• _Problem description_
Each record below needs to be reproduced precisely, though not its pictures.
+++++
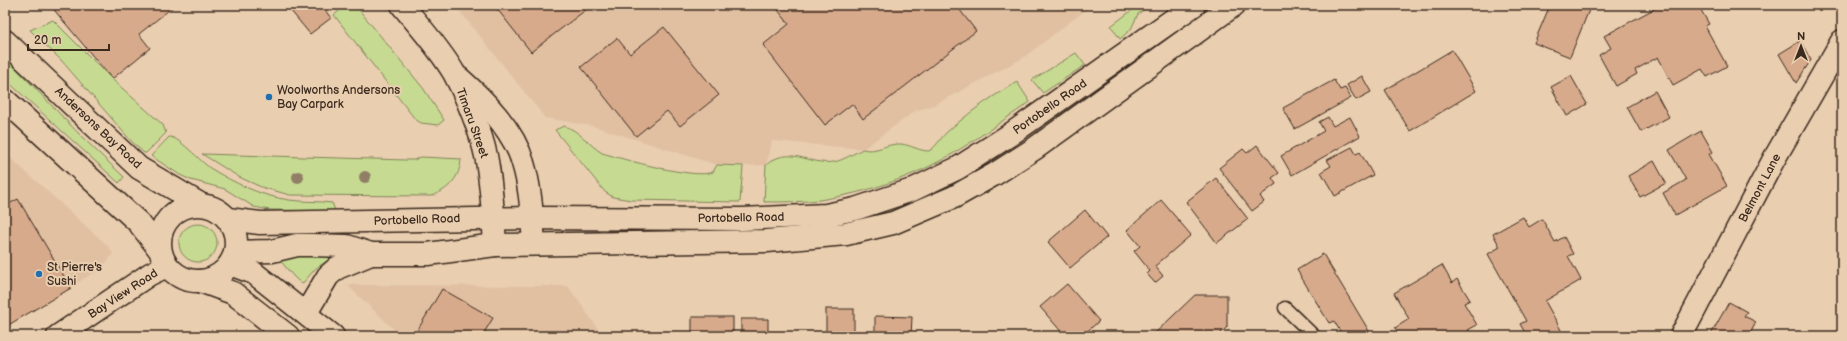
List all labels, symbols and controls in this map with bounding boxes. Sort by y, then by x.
scale bar [28,26,109,52]
north arrow [1781,26,1821,66]
text: N [1797,30,1805,43]
text: 20 m [34,33,61,48]
street label: Portobello Road [1010,76,1090,138]
place label: Woolworths Andersons Bay Carpark [277,83,400,112]
street label: Andersons Bay Road [52,84,145,172]
street label: Timaru Street [452,86,492,160]
marker: Woolworths Andersons Bay Carpark [264,92,274,102]
street label: Belmont Lane [1736,151,1784,225]
street label: Portobello Road [698,210,785,226]
street label: Portobello Road [373,211,461,229]
place label: St Pierre's Sushi [47,260,102,289]
street label: Bay View Road [85,266,161,322]
marker: St Pierre's Sushi [34,269,44,279]

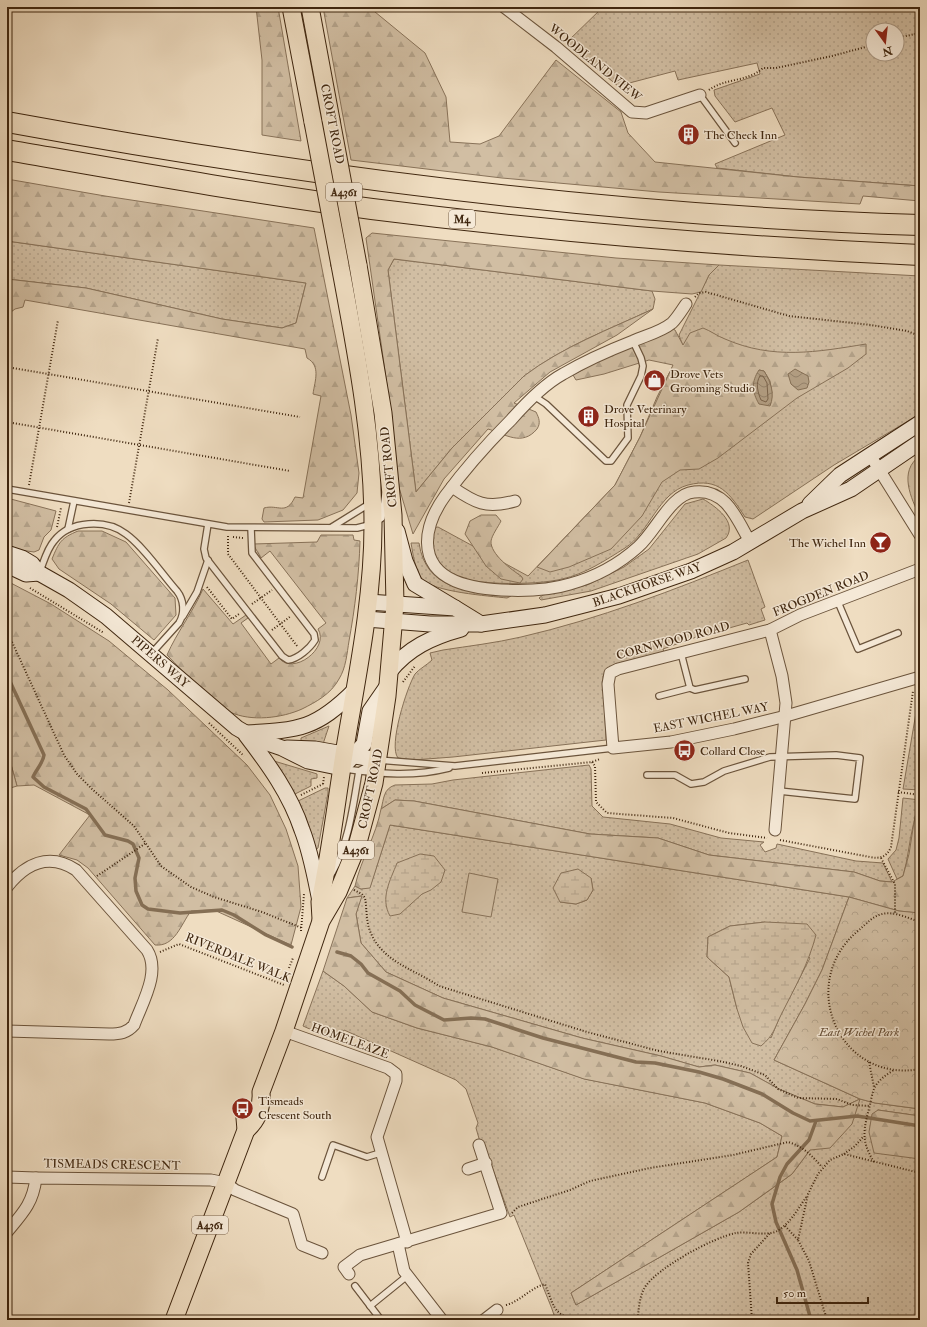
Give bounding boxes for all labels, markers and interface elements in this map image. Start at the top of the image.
+++++
• _Result below_
List all labels, symbols and controls in this map with bounding boxes. Sort by y, then by x.
scale bar [28,26,109,52]
north arrow [1781,26,1821,66]
text: N [1797,30,1805,43]
text: 20 m [34,33,61,48]
street label: Portobello Road [1010,76,1090,138]
place label: Woolworths Andersons Bay Carpark [277,83,400,112]
street label: Andersons Bay Road [52,84,145,172]
street label: Timaru Street [452,86,492,160]
marker: Woolworths Andersons Bay Carpark [264,92,274,102]
street label: Belmont Lane [1736,151,1784,225]
street label: Portobello Road [698,210,785,226]
street label: Portobello Road [373,211,461,229]
place label: St Pierre's Sushi [47,260,102,289]
street label: Bay View Road [85,266,161,322]
marker: St Pierre's Sushi [34,269,44,279]

Give bounding boxes for all labels, markers and interface elements in this map image. Start at the top of the image.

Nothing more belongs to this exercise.